[Start of section]
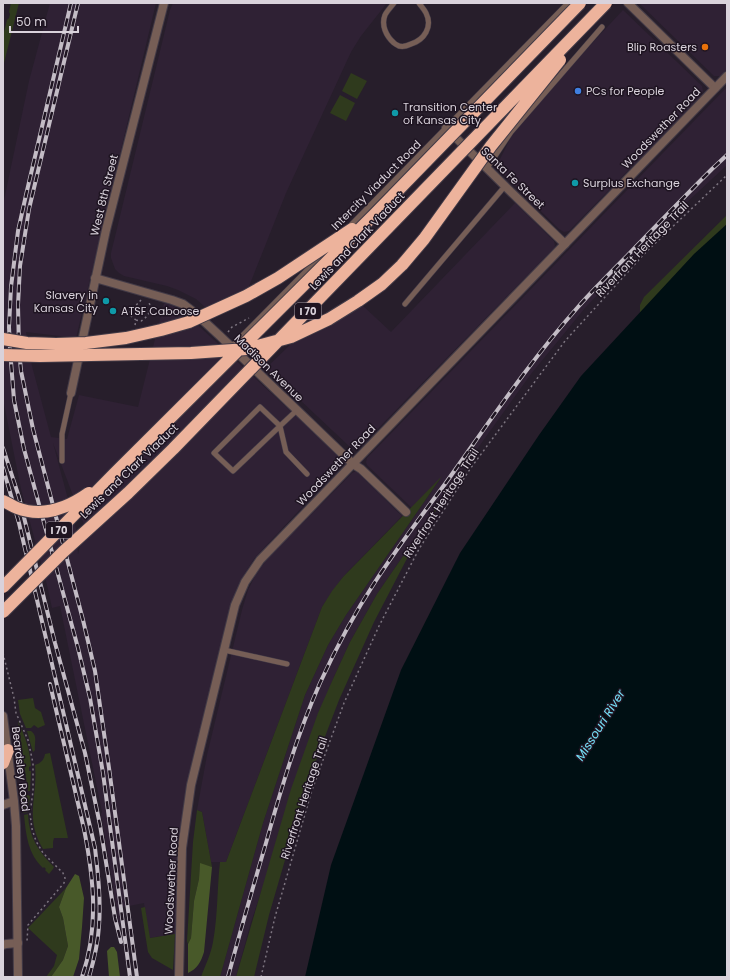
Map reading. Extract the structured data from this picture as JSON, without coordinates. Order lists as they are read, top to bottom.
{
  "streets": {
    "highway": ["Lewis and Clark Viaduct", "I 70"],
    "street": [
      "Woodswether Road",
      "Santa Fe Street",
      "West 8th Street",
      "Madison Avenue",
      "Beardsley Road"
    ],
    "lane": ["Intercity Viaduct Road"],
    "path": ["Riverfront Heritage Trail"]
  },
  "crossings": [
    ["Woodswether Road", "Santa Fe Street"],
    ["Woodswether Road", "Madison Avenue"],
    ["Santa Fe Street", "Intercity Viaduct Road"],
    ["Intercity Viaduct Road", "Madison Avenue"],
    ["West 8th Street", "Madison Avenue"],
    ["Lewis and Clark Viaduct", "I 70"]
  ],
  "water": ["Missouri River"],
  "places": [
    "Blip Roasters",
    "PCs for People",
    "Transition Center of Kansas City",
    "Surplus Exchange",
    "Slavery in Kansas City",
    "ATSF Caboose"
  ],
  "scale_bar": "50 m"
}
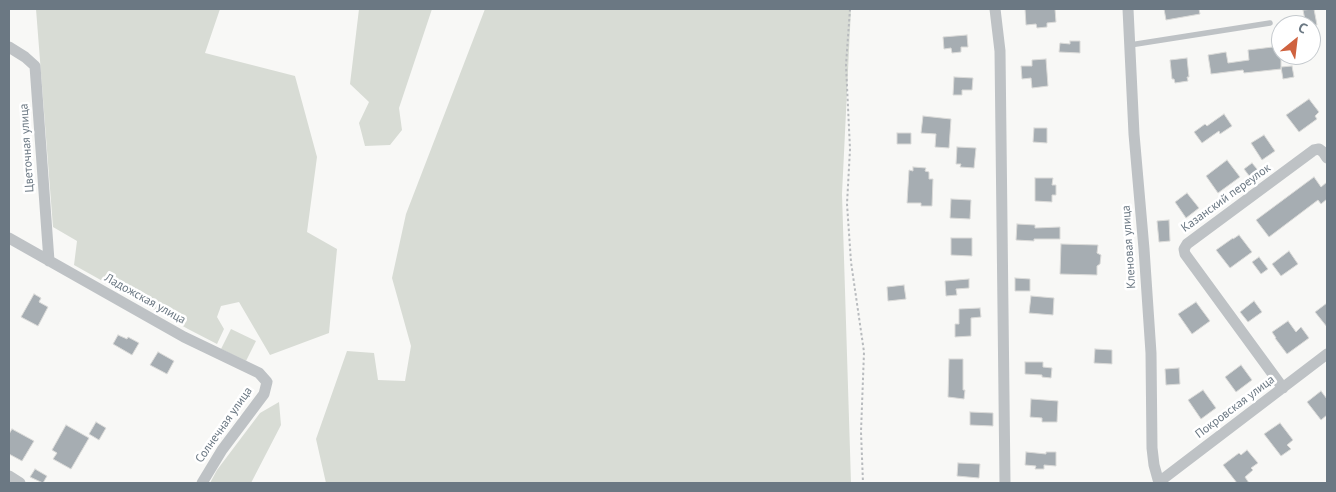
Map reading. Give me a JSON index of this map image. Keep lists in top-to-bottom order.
[End of section]
Transcribe all the entries precisely. Do not include any picture.

* **Result below**
Map reading. Extract the structured data from this picture as JSON, without coordinates. Order lists as they are read, top to bottom.
{
  "streets": {
    "highway": ["Lewis and Clark Viaduct", "I 70"],
    "street": [
      "Woodswether Road",
      "Santa Fe Street",
      "West 8th Street",
      "Madison Avenue",
      "Beardsley Road"
    ],
    "lane": ["Intercity Viaduct Road"],
    "path": ["Riverfront Heritage Trail"]
  },
  "crossings": [
    ["Woodswether Road", "Santa Fe Street"],
    ["Woodswether Road", "Madison Avenue"],
    ["Santa Fe Street", "Intercity Viaduct Road"],
    ["Intercity Viaduct Road", "Madison Avenue"],
    ["West 8th Street", "Madison Avenue"],
    ["Lewis and Clark Viaduct", "I 70"]
  ],
  "water": ["Missouri River"],
  "places": [
    "Blip Roasters",
    "PCs for People",
    "Transition Center of Kansas City",
    "Surplus Exchange",
    "Slavery in Kansas City",
    "ATSF Caboose"
  ],
  "scale_bar": "50 m"
}
Map reading. Give me a JSON index of this map image. Keep lists in top-to-bottom order.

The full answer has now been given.